Epidemiology and Biostatistics, Stempel School of Public Health, Florida International University, Miami, FL, USA.

出版信息

Value Health. 2009 Jul-Aug;12(5):723-9. doi: 10.1111/j.1524-4733.2008.00501.x.

Abstract

OBJECTIVE

The purpose of this study was to estimate the association between obesity and diabetes among inpatients in the United States as well as to investigate the incremental hospital charges attributable to obesity or morbid obesity.

METHODS

We analyzed the Nationwide Inpatient Sample 2005, a nationally representative probability sample that includes nearly 8 million inpatient records from US community hospitals.

RESULTS

During the past decade, the obesity among inpatients has steeply increased. In 2005, nearly 1.87 million hospitalizations were made by obese or morbidly obese patients.

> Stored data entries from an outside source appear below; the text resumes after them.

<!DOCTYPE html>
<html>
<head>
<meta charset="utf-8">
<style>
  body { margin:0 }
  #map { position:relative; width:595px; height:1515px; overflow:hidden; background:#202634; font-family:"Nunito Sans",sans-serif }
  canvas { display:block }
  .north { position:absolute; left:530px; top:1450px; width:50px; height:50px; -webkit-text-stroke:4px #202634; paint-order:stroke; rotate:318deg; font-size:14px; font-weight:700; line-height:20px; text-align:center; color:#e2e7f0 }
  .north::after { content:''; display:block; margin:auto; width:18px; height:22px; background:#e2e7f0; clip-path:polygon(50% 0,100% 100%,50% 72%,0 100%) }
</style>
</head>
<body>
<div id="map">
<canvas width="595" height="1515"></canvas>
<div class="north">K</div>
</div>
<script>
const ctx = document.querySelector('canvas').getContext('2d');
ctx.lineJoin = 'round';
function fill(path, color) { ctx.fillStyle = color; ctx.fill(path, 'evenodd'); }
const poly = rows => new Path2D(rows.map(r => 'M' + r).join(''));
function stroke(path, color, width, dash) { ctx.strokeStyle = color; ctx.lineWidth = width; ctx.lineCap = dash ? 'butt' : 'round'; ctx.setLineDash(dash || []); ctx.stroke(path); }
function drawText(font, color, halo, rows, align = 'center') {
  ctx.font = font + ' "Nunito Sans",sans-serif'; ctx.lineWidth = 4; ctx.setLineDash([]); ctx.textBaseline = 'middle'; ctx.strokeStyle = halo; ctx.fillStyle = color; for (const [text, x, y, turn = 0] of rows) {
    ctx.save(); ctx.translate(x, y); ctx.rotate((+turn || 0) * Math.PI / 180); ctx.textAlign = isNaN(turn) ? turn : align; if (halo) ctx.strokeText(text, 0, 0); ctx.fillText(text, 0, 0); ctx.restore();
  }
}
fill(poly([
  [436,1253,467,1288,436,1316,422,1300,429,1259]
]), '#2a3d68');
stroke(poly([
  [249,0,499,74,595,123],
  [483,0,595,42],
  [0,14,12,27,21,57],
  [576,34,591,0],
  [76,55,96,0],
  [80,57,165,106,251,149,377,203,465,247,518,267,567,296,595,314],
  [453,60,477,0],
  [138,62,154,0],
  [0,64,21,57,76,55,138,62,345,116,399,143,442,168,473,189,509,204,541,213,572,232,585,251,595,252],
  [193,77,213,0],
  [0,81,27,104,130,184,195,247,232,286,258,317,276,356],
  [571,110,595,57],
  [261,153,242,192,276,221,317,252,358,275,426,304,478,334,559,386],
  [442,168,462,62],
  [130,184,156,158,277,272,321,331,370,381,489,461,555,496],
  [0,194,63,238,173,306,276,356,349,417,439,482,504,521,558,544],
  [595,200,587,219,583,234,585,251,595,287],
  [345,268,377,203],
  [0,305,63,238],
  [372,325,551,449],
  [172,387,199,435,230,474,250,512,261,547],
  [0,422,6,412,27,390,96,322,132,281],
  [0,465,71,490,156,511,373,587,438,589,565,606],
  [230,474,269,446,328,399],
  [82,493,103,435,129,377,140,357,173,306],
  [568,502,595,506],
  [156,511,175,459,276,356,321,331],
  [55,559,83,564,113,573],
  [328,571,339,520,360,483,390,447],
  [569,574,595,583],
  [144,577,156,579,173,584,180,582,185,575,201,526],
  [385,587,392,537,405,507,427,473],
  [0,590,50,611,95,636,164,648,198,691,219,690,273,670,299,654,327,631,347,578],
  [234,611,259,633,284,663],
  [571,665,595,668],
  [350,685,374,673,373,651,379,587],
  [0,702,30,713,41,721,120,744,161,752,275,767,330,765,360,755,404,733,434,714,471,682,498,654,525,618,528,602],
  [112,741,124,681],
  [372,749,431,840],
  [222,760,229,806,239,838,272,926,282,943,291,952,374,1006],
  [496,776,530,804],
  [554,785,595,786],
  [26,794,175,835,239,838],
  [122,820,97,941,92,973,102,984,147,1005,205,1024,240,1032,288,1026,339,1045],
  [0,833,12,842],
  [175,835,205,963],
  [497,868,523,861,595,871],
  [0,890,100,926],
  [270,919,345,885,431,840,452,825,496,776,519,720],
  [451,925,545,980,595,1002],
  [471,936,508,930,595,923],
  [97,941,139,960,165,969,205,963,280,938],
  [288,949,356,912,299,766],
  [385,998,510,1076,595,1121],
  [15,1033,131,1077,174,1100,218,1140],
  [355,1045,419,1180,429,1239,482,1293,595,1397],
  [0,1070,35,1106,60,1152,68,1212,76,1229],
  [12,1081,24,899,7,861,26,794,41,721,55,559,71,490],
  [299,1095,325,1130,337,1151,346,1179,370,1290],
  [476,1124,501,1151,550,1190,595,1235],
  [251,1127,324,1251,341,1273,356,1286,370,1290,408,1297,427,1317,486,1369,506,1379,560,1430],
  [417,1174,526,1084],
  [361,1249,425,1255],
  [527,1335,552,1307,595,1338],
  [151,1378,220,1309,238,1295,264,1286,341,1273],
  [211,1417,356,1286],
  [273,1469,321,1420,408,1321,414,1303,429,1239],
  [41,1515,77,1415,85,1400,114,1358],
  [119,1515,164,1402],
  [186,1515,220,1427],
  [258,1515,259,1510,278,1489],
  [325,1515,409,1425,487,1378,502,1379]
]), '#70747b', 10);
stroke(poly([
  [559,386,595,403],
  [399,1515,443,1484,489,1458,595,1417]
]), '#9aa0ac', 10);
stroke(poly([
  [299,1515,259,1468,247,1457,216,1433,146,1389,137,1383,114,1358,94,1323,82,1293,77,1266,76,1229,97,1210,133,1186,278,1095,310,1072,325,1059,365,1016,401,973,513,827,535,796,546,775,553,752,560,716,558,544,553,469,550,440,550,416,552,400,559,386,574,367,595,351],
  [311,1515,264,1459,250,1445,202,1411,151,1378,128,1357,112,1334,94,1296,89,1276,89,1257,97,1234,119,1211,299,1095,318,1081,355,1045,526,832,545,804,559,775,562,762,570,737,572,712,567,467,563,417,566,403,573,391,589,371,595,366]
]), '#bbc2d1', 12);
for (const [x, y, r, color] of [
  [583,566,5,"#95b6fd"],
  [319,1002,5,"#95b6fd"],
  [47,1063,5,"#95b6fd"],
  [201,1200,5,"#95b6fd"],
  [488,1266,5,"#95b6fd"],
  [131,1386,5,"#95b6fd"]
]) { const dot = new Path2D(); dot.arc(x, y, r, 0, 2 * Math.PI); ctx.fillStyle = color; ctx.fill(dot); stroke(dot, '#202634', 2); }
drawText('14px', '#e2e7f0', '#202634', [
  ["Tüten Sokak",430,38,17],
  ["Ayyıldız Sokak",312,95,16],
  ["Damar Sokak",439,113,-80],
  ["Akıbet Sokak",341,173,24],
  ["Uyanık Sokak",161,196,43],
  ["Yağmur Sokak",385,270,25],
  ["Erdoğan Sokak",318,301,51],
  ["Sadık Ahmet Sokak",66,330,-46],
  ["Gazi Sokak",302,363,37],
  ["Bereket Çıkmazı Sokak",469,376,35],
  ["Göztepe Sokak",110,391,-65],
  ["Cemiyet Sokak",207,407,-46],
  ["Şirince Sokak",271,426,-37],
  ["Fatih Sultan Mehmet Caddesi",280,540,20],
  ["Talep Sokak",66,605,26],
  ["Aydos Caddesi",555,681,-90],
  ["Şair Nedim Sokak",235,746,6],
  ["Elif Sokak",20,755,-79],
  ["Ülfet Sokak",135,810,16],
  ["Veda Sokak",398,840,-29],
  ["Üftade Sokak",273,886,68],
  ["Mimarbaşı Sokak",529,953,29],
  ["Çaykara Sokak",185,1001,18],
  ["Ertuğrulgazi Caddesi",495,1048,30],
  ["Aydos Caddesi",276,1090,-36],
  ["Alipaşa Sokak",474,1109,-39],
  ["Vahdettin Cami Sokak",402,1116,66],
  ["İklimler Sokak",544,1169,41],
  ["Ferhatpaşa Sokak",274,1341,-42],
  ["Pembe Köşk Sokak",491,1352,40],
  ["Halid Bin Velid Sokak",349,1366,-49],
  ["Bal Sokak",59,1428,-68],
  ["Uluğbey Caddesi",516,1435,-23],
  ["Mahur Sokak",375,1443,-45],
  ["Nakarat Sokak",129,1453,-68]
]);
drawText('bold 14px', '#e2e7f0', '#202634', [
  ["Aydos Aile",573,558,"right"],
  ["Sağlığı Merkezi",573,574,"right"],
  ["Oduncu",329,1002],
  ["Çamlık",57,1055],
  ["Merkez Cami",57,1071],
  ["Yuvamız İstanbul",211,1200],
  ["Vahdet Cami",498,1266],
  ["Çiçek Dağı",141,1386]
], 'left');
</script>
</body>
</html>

Both patients with type 1 and type 2 diabetes were considerably more likely to be obese or morbidly obese compared with inpatients without diabetes (P < 0.01). The proportions of hospitalizations with obese or morbidly obese conditions were 4.5% among patients without diabetes, 6.5% among patients with type 1, and 12.2% among patients with type 2 diabetes. The hospital charges for obese and morbidly obese patients were 6.1% (P < 0.01) and 18.7% (P < 0.01) higher than that of the nonobese patients when diabetes status, sex, age, race, hospital admission type, and length of hospital stays were the same.

CONCLUSIONS

Following a parallel rise in obesity among the general population, hospital admissions of obese and morbidly obese inpatients are continuously increasing. Morbidly obese patients consumed substantially more hospital resources regardless of the presence or type of diabetes. Under the current price-per-case reimbursement system, additional hospital resource use by this growing number of morbidly obese inpatients could be a burden to hospital financial systems.

摘要

目的

本研究旨在评估美国住院患者中肥胖与糖尿病之间的相关性,并探讨肥胖或病态肥胖导致的增量住院费用。

方法

我们分析了 2005 年全国住院患者样本,这是一个全国代表性的概率样本,包括来自美国社区医院的近 800 万份住院记录。

结果

在过去十年中,住院患者的肥胖率急剧上升。2005 年,近 187 万例住院患者为肥胖或病态肥胖患者。与无糖尿病的住院患者相比,1 型和 2 型糖尿病患者肥胖或病态肥胖的可能性要大得多(P<0.01)。无糖尿病患者中肥胖或病态肥胖状况的住院比例为 4.5%,1 型糖尿病患者为 6.5%,2 型糖尿病患者为 12.2%。肥胖和病态肥胖患者的住院费用比非肥胖患者高 6.1%(P<0.01)和 18.7%(P<0.01),当糖尿病状况、性别、年龄、种族、住院类型和住院时间相同时。

结论

随着普通人群中肥胖率的平行上升,肥胖和病态肥胖住院患者的住院人数持续增加。无论是否存在糖尿病,病态肥胖患者都大量消耗了更多的医院资源。在现行按病例付费的报销制度下,越来越多的病态肥胖住院患者对医院财务系统的额外资源使用可能是一种负担。